Хотя одну такую любительницу поплавать я все-таки обнаружила. Правда, бывшую. В густой траве на пригорке лежала дикая утка, вполне себе мертвая, но совершенно свежая, с неестественно вывернутой шеей и раскинутыми в разные стороны крыльями. Кто-то совсем недавно, скорее всего этой ночью или даже под утро, поймал зазевавшуюся добычу, а потом по неведомым причинам бросил. То ли спугнул кто, то ли охотился просто из праздного интереса.

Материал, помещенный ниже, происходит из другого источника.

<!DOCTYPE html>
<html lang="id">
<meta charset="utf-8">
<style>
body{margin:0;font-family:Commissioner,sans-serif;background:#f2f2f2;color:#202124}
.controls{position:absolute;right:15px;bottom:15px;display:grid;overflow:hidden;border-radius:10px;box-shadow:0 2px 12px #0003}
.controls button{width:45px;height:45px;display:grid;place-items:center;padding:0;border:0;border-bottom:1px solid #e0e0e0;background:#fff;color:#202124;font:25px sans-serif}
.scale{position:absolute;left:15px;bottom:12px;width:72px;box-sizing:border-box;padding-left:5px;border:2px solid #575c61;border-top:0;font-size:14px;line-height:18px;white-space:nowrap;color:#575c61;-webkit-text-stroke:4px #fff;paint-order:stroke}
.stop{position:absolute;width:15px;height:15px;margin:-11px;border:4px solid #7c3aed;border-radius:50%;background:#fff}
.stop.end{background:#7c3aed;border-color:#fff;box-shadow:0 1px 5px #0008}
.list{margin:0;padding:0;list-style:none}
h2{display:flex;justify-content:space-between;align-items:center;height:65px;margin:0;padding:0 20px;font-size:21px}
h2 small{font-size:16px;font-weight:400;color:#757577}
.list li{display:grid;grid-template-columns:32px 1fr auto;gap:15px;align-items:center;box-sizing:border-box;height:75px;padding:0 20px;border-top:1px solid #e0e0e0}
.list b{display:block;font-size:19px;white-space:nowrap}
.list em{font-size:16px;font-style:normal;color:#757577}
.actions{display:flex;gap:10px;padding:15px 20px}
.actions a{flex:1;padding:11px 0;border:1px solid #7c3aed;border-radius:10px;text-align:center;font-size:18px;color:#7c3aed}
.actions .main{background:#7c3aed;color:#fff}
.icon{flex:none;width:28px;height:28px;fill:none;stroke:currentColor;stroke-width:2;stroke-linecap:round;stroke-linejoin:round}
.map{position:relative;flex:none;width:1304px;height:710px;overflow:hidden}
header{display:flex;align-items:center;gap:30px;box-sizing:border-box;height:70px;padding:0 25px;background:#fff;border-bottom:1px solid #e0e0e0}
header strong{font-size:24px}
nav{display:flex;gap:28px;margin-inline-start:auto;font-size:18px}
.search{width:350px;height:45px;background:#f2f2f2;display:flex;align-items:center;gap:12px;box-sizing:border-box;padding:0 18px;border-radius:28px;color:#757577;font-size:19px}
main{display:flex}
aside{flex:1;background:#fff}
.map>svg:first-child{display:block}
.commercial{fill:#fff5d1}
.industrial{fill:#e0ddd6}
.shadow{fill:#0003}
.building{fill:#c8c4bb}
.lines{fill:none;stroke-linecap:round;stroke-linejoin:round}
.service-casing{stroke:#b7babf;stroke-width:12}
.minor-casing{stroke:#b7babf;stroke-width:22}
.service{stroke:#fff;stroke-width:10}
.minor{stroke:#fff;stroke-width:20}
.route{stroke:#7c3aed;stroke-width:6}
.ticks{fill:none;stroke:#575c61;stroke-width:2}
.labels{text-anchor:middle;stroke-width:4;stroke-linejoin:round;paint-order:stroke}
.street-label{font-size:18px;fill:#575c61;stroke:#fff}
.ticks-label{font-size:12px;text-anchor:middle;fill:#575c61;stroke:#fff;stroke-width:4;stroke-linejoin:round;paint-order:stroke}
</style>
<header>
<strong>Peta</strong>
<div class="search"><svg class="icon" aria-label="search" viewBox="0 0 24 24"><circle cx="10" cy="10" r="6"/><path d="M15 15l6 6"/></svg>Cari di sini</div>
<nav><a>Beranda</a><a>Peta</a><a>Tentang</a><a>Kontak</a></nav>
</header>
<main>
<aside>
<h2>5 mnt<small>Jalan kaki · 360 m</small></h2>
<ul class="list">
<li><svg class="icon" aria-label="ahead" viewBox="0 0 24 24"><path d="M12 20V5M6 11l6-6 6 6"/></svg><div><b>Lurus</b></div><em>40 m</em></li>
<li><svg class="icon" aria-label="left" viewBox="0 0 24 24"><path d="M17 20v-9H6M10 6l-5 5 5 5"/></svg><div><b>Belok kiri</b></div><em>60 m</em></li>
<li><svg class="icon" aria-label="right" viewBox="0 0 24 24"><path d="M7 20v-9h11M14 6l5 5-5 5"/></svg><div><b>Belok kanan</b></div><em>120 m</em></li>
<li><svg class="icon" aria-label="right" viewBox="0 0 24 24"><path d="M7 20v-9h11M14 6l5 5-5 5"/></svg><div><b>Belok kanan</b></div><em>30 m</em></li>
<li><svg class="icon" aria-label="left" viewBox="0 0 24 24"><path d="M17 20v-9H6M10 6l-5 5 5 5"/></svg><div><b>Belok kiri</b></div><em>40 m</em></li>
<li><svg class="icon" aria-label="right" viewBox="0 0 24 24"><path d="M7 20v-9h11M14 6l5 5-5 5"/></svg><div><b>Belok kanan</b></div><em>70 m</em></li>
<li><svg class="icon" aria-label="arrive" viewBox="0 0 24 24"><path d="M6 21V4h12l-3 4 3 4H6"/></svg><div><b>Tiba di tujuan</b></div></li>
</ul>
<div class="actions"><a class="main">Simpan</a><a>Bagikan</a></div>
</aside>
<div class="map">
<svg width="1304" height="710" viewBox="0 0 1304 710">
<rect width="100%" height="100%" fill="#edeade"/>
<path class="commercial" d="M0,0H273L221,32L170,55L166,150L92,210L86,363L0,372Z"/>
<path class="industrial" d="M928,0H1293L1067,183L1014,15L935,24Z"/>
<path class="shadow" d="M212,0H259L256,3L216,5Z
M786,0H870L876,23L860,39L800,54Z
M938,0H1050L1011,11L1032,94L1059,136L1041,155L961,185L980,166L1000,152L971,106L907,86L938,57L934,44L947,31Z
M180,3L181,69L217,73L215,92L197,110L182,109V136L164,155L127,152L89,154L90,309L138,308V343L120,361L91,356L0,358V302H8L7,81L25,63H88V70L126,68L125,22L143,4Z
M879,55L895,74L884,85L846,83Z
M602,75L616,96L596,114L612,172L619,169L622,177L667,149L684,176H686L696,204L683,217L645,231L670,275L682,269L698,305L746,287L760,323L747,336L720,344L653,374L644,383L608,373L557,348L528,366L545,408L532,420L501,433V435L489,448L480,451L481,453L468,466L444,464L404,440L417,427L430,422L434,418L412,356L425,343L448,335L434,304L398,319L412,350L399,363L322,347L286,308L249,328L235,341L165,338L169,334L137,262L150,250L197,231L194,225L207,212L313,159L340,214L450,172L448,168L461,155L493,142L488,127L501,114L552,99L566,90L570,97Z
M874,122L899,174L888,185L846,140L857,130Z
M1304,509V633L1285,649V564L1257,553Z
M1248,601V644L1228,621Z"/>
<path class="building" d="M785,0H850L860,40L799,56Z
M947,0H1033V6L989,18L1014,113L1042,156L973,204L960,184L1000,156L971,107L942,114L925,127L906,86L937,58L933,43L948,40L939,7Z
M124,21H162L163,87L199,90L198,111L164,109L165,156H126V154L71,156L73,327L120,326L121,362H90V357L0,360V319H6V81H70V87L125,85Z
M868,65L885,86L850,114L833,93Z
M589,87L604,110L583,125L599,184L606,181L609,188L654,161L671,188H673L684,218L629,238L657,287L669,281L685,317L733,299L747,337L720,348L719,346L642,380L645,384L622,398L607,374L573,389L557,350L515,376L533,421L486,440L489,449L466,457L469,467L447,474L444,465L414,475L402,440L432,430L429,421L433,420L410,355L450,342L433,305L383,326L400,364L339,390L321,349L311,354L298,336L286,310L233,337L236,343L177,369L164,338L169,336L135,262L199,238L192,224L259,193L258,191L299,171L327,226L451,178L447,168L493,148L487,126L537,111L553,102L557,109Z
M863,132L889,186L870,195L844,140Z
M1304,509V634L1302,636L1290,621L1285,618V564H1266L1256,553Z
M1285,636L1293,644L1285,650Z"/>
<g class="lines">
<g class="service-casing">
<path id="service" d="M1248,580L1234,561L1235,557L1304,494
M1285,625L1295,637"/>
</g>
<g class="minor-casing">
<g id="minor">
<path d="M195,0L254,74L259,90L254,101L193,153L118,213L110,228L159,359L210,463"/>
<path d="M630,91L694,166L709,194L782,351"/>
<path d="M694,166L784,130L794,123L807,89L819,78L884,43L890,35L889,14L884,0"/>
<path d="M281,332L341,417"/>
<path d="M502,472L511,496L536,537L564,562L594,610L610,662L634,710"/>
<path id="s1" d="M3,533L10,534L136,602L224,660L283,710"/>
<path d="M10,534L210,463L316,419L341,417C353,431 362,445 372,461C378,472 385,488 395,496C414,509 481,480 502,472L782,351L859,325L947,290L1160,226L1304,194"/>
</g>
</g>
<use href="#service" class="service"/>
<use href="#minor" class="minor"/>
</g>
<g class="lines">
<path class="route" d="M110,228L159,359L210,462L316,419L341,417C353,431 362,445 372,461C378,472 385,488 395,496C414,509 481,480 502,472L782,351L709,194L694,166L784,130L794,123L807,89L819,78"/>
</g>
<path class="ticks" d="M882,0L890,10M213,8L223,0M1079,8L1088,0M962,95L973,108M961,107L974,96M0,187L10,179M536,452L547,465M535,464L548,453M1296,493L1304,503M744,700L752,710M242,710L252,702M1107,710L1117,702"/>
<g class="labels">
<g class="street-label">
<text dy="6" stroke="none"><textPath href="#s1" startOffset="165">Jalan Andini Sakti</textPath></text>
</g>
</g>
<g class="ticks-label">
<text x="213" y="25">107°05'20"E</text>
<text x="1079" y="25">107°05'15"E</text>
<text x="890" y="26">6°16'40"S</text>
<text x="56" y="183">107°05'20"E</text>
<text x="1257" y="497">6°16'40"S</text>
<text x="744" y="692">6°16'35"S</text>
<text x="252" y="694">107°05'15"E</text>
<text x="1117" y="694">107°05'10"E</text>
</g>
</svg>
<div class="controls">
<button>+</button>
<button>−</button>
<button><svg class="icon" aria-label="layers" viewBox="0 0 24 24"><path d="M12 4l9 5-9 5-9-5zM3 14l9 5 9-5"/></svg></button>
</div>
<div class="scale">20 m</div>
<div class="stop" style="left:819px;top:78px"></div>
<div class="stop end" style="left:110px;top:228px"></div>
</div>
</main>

Я пару раз легонько пнула утку носком туфли, убеждаясь, что она не вскочит и с диким кряканьем не рванет в ближайшие заросли осоки, но подбирать не стала. В самом начале моего вынужденного лесного странствия в компании спасенного эльфыреныша, изрядно осложнившего мне жизнь и немного подпортившего психику, я еще пыталась охотиться с помощью арбалета, и, надо сказать, небезуспешно. Но в силу отсутствия навыков и, что гораздо важнее, даже малейшего желания потрошить свежепойманную дичь брезговала. А Мираб, задрав к небу свой идеально ровный носик, вообще заявил, что будущему правителю не пристало заниматься копанием в бренных останках некогда живого существа. Я еще тогда заподозрила их расу в питании вообще исключительно животрепещущей пищей и долго старалась держаться на относительно безобидном расстоянии, напрягаясь каждый раз, когда эльфыреныш оказывался от меня на расстоянии вытянутой руки. Поэтому есть свежеприготовленное мясо приходилось лишь в тавернах, где нам доводилось останавливаться, но деревни попадались не так часто, как хотелось, а некоторые мы вообще объезжали стороной, если таковые интуитивно казались хоть немного подозрительными. Еду закупали впрок и только ту, которая может храниться несколько дней без негативного воздействия на организм, то есть в основном питались всухомятку.